TASK INSTRUCTIONS → A single figure is required: the number of lines in the data below that hold the word "webkit".

Saved data entries:
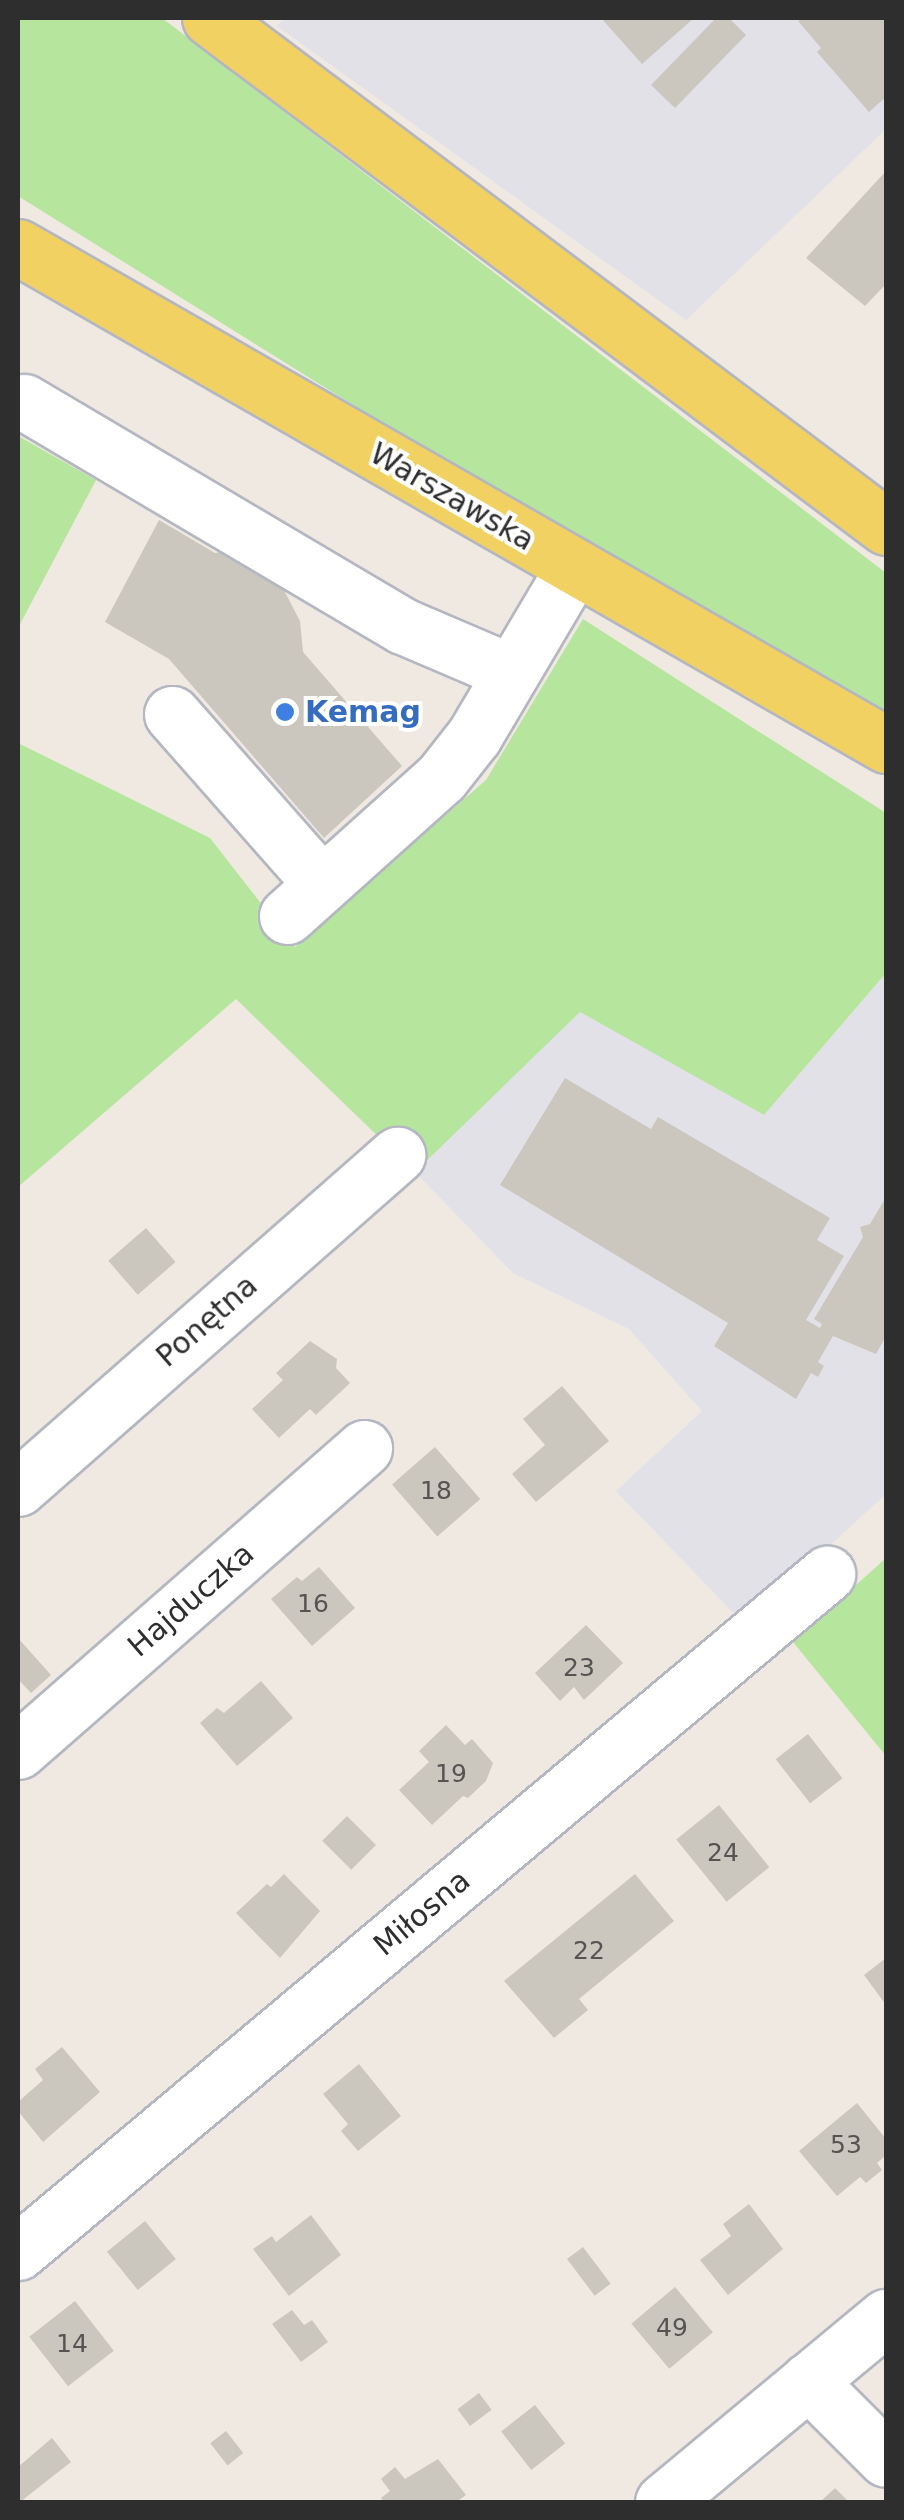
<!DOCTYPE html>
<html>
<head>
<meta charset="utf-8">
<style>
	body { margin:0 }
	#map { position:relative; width:904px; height:2520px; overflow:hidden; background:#efe9e1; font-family:"DejaVu Sans",sans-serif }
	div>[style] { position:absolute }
	.industrial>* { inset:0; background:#e3e1e8 }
	.green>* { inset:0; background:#b6e59e }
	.building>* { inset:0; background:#cbc7bf; transform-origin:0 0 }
	.roads { filter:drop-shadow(2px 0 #b4b7c1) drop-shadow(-2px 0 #b4b7c1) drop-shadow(0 2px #b4b7c1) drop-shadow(0 -2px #b4b7c1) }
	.minor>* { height:55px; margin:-27.5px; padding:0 27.5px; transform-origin:27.5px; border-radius:27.5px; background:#fff }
	.major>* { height:55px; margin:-27.5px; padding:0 27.5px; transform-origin:27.5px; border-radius:27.5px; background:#f2d163 }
	.dots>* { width:28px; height:28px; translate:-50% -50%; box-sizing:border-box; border:5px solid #fff; border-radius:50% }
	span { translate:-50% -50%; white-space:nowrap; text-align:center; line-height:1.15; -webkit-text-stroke:8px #fff; paint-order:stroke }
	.number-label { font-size:25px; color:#555452 }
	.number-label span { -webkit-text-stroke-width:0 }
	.street-label { font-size:30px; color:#2e2e2e }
	.shop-label { font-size:30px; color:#366cbe; font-weight:700 }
	.left { translate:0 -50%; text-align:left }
	.frame { position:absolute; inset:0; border:20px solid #2e2e2e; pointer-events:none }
</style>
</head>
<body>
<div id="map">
	<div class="industrial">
		<i style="clip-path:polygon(284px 18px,886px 18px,886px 129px,686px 320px,277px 26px)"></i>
		<i style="clip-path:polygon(886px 973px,886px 1494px,744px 1624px,616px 1491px,702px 1411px,629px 1329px,513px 1273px,415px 1172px,580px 1011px,764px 1115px)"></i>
	</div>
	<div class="green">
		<i style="clip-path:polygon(18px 18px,162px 18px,886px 573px,886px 719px,793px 666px,746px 631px,390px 428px,18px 196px)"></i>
		<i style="clip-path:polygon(18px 436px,96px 480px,18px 628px)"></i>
		<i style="clip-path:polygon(583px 619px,886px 813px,886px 973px,764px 1115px,580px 1012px,415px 1172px,236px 999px,18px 1187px,18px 743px,210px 838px,295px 947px,486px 780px)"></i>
		<i style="clip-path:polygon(886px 1558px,886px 1756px,793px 1642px)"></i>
	</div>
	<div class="building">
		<i style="clip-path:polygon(601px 18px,694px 18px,642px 64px)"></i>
		<i style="clip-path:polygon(716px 18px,729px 18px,746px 35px,675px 108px,651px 85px)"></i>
		<i style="clip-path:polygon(803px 18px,886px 18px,886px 97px,869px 112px,817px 52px,821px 48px,798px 21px)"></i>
		<i style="clip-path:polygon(886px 171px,886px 284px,865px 306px,806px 258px)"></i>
		<i style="clip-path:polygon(159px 520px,215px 553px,229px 551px,273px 569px,300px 621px,303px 652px,402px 766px,324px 838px,169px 659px,105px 622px)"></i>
		<i style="clip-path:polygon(565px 1078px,651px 1129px,658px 1117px,830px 1218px,817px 1240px,844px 1256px,806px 1320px,820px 1328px,822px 1324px,814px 1319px,863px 1237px,860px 1227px,870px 1224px,886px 1197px,886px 1336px,876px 1354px,833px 1336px,818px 1362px,824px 1366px,818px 1377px,811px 1373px,796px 1399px,714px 1346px,728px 1323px,500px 1185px)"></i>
		<i style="left:146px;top:1228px;width:45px;height:50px;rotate:49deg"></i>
		<i style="clip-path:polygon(310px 1341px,337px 1359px,336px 1368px,350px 1383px,316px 1415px,310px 1409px,279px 1438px,252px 1409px,283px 1380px,276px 1373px)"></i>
		<i style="clip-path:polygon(562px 1386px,609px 1441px,536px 1502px,512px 1474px,545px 1445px,523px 1419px)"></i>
		<i style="left:435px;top:1447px;width:69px;height:57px;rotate:49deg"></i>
		<i style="clip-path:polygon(319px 1567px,355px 1608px,312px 1646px,271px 1599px,297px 1577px,302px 1581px)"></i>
		<i style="clip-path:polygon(586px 1625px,623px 1663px,584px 1700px,574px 1687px,560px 1701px,535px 1673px)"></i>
		<i style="clip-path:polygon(18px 1638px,51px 1675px,31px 1693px,18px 1679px)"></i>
		<i style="clip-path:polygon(261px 1681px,293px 1718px,237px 1766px,200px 1723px,217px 1708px,224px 1713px)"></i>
		<i style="clip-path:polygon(446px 1725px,465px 1745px,472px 1739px,493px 1763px,486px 1781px,468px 1798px,463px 1796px,432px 1825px,399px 1790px,429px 1762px,419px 1751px)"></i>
		<i style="left:808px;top:1734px;width:56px;height:41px;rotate:52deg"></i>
		<i style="left:719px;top:1805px;width:80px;height:55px;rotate:51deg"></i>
		<i style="left:347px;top:1816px;width:41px;height:35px;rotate:45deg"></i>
		<i style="clip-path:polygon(284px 1874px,320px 1911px,280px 1958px,236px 1913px,267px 1884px,271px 1887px)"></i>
		<i style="clip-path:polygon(635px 1874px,674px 1921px,579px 1999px,588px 2010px,554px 2038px,504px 1981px)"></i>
		<i style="clip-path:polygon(886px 1958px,886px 2005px,864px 1975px)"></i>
		<i style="clip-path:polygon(62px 2047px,100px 2092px,43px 2142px,18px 2111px,18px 2102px,43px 2080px,35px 2069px)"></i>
		<i style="clip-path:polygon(359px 2064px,401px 2116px,358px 2151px,341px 2131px,348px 2124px,323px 2094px)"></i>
		<i style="clip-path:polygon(857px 2103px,886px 2139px,886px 2155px,877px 2163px,882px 2170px,866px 2183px,860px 2177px,837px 2196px,799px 2151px)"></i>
		<i style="clip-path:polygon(749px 2204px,783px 2249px,728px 2295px,700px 2260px,731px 2236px,723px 2224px)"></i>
		<i style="clip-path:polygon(311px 2215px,341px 2255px,289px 2296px,253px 2249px,272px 2236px,276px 2242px)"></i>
		<i style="left:145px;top:2221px;width:49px;height:49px;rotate:51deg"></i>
		<i style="left:583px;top:2247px;width:46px;height:20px;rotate:53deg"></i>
		<i style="left:675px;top:2287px;width:59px;height:57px;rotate:50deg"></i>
		<i style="left:75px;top:2301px;width:63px;height:58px;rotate:52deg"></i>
		<i style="clip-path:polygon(292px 2310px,304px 2325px,312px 2320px,328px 2342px,301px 2362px,272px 2324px)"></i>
		<i style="left:479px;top:2393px;width:21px;height:27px;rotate:53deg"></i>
		<i style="left:535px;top:2405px;width:49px;height:43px;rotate:52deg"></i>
		<i style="left:226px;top:2431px;width:28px;height:20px;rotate:52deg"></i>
		<i style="clip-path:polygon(52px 2438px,71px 2462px,20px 2502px,18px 2467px)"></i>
		<i style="clip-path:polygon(438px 2459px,466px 2495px,456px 2502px,384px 2502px,381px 2498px,390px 2491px,381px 2479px,395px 2467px,405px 2479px)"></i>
		<i style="clip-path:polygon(835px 2488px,849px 2502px,820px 2502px)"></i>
	</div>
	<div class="roads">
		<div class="minor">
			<i style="left:24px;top:402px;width:440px;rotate:30.6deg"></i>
			<i style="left:403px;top:626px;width:117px;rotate:23.1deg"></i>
			<i style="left:172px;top:714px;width:227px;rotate:48.6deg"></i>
			<i style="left:287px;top:916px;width:207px;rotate:-41.9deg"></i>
			<i style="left:441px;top:778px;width:53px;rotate:-51.8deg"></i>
			<i style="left:474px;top:736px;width:196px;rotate:-59.4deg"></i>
			<i style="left:18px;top:1488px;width:505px;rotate:-41.3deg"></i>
			<i style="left:18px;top:1751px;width:460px;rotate:-41.2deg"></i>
			<i style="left:18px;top:2252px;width:1056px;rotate:-39.97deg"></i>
			<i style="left:808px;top:2381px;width:110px;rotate:45deg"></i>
			<i style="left:663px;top:2502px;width:290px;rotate:-39.7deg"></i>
		</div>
		<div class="major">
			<i style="left:210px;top:18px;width:846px;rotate:36.98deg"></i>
			<i style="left:18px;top:247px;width:1001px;rotate:29.84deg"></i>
		</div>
	</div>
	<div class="dots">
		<i style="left:285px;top:712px;background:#3f7fe0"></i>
	</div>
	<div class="number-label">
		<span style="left:436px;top:1491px">18</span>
		<span style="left:313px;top:1604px">16</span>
		<span style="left:579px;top:1668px">23</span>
		<span style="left:451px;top:1774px">19</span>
		<span style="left:723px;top:1853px">24</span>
		<span style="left:589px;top:1951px">22</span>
		<span style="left:846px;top:2145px">53</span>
		<span style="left:672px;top:2328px">49</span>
		<span style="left:72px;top:2344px">14</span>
	</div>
	<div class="street-label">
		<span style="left:452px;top:497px;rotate:30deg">Warszawska</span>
		<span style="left:207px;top:1321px;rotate:-41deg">Ponętna</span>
		<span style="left:191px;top:1600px;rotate:-41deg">Hajduczka</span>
		<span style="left:422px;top:1913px;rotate:-40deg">Miłosna</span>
	</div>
	<div class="shop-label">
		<span class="left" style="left:305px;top:712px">Kemag</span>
	</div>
	<div class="frame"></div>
</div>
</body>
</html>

ANSWER BELOW → 2